20 gennaio 2011 00:00

Juan Villoro, Il libro selvaggio

Salani, 218 pagine, 13,00 euro

Il messicano Villoro è noto ai lettori di Internazionale per la sua attività giornalistica, meno ai lettori italiani per le qualità di scrittore originale e raffinato, radicato in una tradizione culturale che ha i suoi capisaldi in Borges e soprattutto in Cortázar, e negli europei Calvino, Queneau, Perec. E naturalmente in Bolaño, con cui Villoro ha condiviso amori e ripulse.

Il libro selvaggio non copre la vastità della sua produzione, ma è un romanzo molto originale e che si legge d’un fiato, a cavallo tra letteratura per adulti e per ragazzi. È un romanzo di esplorazione (in una biblioteca dove i libri vivono di vita propria, “patria” del bizzarro “zio” dickensiano del protagonista).
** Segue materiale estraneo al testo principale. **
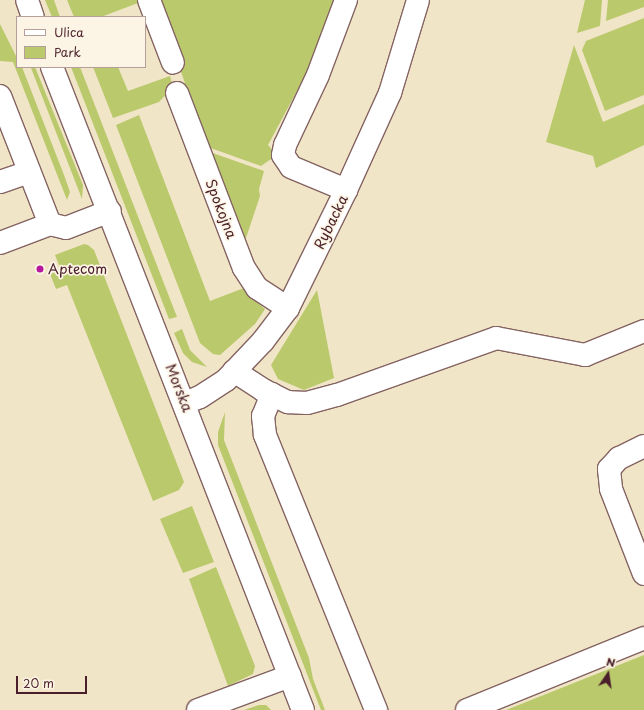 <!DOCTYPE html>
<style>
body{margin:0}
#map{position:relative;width:644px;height:710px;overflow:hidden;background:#f1e5c7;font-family:"Playpen Sans",sans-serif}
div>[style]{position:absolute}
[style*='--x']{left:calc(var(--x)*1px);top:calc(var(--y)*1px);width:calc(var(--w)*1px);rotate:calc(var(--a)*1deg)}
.green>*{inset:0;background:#bac96c}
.roads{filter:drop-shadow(1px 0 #846462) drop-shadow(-1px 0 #846462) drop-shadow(0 1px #846462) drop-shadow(0 -1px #846462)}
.minor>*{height:22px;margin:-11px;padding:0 11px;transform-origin:11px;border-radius:11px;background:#fff}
.dots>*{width:11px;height:11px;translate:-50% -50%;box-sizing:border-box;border:2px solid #fcf5e5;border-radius:50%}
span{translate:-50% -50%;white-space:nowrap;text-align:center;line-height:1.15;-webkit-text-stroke:3.5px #fcf5e5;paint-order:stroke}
.street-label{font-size:14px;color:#4a1f2b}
.poi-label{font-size:14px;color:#4a1f2b}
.left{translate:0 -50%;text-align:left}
.legend{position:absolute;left:16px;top:16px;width:130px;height:52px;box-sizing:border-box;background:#fcf5e5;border:1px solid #b59f9b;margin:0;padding:5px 7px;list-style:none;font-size:12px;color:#4a1f2b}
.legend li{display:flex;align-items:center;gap:8px;height:20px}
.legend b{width:20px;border:1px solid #b59f9b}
.north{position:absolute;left:588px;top:654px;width:40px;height:40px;-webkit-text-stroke:3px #fcf5e5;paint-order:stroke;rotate:13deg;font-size:11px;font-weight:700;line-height:16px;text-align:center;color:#4a1f2b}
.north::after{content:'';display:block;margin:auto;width:14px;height:18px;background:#4a1f2b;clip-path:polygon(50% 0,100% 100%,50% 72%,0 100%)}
.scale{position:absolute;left:16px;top:676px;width:71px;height:18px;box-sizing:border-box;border:2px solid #4a1f2b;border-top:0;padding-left:5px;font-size:12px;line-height:14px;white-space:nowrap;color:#4a1f2b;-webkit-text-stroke:3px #fcf5e5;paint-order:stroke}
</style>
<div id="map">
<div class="green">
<div style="clip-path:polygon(45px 0,54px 0,60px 17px,52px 17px)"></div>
<div style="clip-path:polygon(67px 0,137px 0,138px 3px,101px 17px,74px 17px)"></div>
<div style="clip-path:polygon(155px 0,338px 0,306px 83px,298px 89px,268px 145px,277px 155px,261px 166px,205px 146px,181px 85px,185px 83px)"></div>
<div style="clip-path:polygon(585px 0,602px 0,600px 26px,577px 33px)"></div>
<div style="clip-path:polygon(608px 0,644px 0,644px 7px,606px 21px)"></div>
<div style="clip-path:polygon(644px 18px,644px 95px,605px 111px,582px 50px,586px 41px)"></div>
<div style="clip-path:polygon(0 24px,17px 58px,17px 67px,22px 67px,64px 175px,70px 192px,67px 200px,13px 62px,0 61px)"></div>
<div style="clip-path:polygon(574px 45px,603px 122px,644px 104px,644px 145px,596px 168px,593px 156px,546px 142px)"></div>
<div style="clip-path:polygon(35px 67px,83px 185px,82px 199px,31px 68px)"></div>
<div style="clip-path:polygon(71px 67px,80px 67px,177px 317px,169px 319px)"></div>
<div style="clip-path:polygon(93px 67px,118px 67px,128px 91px,170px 76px,173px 87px,159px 102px,113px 118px)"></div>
<div style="clip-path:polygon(139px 115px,210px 301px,244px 288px,249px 296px,265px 309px,255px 324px,220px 355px,213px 354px,200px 343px,116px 125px)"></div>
<div style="clip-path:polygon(207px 151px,264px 171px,259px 189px,260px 196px,244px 244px)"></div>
<div style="clip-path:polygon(84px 244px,88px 245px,94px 250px,184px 482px,179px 490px,153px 501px,67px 285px,56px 289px,50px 274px,61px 270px,55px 255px)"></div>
<div style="clip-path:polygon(317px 290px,334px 378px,304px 390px,278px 379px,271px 365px)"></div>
<div style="clip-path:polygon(182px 329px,190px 350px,207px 367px,192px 362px,183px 353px,174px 333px)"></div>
<div style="clip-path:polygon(225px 412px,224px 440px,309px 658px,313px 679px,325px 710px,321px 710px,218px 445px,218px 432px)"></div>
<div style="clip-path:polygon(192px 506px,214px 562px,183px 573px,160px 519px)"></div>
<div style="clip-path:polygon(216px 567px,255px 666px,253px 674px,228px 686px,189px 579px)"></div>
<div style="clip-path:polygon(644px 655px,644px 710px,506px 710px)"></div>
<div style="clip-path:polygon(259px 705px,266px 705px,271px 710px,244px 710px)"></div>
</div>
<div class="roads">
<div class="minor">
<div style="--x:27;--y:0;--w:18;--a:71"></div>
<div style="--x:149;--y:0;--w:67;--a:69.1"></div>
<div style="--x:346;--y:0;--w:80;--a:110.5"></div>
<div style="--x:318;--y:75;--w:77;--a:115.2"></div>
<div style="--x:285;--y:145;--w:10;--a:101"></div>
<div style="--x:283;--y:155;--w:14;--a:56"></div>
<div style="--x:291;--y:167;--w:60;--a:22.7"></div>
<div style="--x:52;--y:67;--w:690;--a:68.68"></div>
<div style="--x:177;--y:93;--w:187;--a:69.1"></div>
<div style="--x:244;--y:268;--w:24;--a:57"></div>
<div style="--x:257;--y:288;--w:37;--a:33"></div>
<div style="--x:0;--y:96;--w:137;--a:68.7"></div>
<div style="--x:0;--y:182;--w:31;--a:-19"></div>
<div style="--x:0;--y:243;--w:53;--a:-20.8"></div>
<div style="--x:50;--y:224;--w:16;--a:14"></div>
<div style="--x:66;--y:228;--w:47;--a:-21.1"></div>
<div style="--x:234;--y:371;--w:35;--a:33"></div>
<div style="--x:263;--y:390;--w:28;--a:26"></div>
<div style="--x:288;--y:402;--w:19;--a:3"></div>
<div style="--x:307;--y:403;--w:31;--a:-15"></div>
<div style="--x:337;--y:395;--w:169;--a:-19.7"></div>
<div style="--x:496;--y:338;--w:91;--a:10.8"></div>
<div style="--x:585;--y:355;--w:64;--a:-22.1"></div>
<div style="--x:272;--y:394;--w:24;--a:112"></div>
<div style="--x:263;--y:416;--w:19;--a:84"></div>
<div style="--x:265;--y:435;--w:297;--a:68"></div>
<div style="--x:185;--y:403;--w:16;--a:-22"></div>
<div style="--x:200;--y:397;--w:31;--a:-33"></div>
<div style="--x:226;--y:380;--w:54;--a:-46.5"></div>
<div style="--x:263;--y:341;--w:41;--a:-52.9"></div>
<div style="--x:288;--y:308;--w:131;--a:-63.8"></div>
<div style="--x:346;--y:190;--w:107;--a:-65.6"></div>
<div style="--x:390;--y:93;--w:97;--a:-73.2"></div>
<div style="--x:644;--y:446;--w:28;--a:154"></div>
<div style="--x:619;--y:458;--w:15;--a:132"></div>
<div style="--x:609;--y:469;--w:20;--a:84"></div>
<div style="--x:611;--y:489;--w:91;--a:68.8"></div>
<div style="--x:198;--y:710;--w:98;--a:-20.3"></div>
<div style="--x:467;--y:710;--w:191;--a:-22.1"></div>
</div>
</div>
<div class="dots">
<div style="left:40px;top:269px;background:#b5179e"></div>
</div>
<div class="street-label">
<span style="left:221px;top:209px;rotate:69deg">Spokojna</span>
<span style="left:331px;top:222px;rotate:-64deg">Rybacka</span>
<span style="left:179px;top:388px;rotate:69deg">Morska</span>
</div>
<div class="poi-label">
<span class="left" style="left:48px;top:269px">Aptecom</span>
</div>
<ul class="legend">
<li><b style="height:5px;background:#fff"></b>Ulica</li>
<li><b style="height:11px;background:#bac96c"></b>Park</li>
</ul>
<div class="north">N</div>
<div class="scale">20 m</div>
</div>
Ha pochi personaggi, tutti simpatici. Ed è sicuramente il migliore dei tanti libri che propagandano l’oggetto libro perché, estraneo al discorso della merce, lo considera come qualcosa di vivo e di autonomo, che solo se ha qualcosa da dire trova il suo destino (destinatario) oltre la merce. È un romanzo di formazione in cui sono usati in modo divertente certi meccanismi propri del romanzo che in altri autori (vedi il famigerato Dan Brown) sono meccanici e stucchevoli. Il “libro selvaggio” è il libro della vita che ti viene incontro e che devi saper decifrare, conquistare e “scrivere”, se vuoi entrare nel tuo presente dalla porta della gaia scienza.